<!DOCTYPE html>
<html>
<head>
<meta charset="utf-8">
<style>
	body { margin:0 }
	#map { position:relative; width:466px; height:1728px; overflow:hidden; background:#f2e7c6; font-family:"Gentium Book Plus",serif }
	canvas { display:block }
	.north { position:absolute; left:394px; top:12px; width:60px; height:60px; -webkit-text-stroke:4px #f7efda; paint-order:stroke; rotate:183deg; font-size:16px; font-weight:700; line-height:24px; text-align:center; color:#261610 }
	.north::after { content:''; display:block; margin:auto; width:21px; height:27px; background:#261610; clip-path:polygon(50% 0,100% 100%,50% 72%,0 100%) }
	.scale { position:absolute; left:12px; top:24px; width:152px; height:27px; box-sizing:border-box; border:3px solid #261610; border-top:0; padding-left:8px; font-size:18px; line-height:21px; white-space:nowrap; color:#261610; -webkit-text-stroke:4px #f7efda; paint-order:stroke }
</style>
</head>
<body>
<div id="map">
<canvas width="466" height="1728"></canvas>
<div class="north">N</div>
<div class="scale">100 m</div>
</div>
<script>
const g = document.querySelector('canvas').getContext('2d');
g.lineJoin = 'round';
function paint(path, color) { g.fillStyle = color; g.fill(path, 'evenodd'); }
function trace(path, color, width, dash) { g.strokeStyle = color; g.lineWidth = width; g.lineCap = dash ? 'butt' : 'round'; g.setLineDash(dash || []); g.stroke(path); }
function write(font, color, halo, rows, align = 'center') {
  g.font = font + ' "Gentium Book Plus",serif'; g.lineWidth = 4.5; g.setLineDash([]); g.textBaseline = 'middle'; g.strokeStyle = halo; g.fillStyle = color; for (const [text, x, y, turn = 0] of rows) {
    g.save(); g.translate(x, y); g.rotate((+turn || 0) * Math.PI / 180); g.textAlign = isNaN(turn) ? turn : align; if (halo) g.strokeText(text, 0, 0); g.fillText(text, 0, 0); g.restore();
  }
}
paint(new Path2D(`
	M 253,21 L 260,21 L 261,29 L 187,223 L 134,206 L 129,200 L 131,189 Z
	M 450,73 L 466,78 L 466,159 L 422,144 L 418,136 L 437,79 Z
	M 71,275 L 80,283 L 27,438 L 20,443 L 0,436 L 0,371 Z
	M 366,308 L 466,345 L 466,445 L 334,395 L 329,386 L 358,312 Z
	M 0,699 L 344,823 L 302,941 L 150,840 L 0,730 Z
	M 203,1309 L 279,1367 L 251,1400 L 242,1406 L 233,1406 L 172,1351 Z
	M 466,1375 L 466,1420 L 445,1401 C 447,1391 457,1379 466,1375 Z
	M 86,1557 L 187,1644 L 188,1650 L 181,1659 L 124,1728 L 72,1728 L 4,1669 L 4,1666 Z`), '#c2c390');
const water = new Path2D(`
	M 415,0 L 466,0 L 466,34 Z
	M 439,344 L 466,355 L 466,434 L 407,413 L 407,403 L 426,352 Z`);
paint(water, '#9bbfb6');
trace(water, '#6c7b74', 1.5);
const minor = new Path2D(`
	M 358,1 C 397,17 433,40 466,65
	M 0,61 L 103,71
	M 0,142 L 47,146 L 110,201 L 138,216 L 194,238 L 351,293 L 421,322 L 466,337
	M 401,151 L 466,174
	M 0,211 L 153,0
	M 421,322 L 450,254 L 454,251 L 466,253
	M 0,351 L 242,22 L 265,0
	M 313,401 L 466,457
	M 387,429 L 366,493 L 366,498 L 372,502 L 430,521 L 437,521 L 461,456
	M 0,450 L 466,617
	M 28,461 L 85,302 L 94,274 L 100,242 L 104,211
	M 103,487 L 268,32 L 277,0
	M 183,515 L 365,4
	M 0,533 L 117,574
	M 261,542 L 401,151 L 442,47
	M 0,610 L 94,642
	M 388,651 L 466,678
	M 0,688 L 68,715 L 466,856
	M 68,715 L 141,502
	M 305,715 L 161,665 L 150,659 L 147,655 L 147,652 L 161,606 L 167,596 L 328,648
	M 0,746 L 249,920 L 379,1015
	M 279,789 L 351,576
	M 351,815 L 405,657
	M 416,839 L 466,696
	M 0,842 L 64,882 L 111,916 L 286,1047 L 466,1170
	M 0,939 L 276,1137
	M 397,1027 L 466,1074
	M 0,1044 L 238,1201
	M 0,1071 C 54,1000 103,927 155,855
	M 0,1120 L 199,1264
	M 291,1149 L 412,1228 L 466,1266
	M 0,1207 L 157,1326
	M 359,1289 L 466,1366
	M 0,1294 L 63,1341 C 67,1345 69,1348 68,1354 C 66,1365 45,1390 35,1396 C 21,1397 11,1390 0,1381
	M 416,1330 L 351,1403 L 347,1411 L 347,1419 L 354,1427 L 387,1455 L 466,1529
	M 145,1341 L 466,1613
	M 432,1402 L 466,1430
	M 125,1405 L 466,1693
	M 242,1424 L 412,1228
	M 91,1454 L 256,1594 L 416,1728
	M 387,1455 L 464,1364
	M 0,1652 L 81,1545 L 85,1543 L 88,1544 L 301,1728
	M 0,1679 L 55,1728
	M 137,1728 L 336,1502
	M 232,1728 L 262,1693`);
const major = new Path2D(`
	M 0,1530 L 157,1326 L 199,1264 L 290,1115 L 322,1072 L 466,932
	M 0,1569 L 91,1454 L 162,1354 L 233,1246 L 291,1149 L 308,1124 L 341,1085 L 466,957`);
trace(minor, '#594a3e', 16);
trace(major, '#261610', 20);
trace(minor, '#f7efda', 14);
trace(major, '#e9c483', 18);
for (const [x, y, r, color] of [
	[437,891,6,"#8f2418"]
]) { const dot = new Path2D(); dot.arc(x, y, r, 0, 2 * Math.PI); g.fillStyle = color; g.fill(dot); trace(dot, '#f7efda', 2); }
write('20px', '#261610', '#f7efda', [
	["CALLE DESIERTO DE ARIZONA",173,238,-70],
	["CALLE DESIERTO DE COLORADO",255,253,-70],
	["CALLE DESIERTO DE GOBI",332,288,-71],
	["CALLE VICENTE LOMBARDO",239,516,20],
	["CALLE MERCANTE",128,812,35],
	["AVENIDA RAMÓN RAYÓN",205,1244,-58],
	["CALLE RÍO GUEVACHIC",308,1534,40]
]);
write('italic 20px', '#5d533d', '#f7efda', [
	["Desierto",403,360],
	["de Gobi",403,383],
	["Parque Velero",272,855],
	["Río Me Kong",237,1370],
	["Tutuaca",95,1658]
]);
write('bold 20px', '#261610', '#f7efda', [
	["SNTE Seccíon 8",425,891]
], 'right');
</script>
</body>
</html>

* WHAT NEEDS TO BE DONE
Show each line of the material above where "strokeStyle" occurs.

* ANSWER FOR THIS EXERCISE
function trace(path, color, width, dash) { g.strokeStyle = color; g.lineWidth = width; g.lineCap = dash ? 'butt' : 'round'; g.setLineDash(dash || []); g.stroke(path); }
  g.font = font + ' "Gentium Book Plus",serif'; g.lineWidth = 4.5; g.setLineDash([]); g.textBaseline = 'middle'; g.strokeStyle = halo; g.fillStyle = color; for (const [text, x, y, turn = 0] of rows) {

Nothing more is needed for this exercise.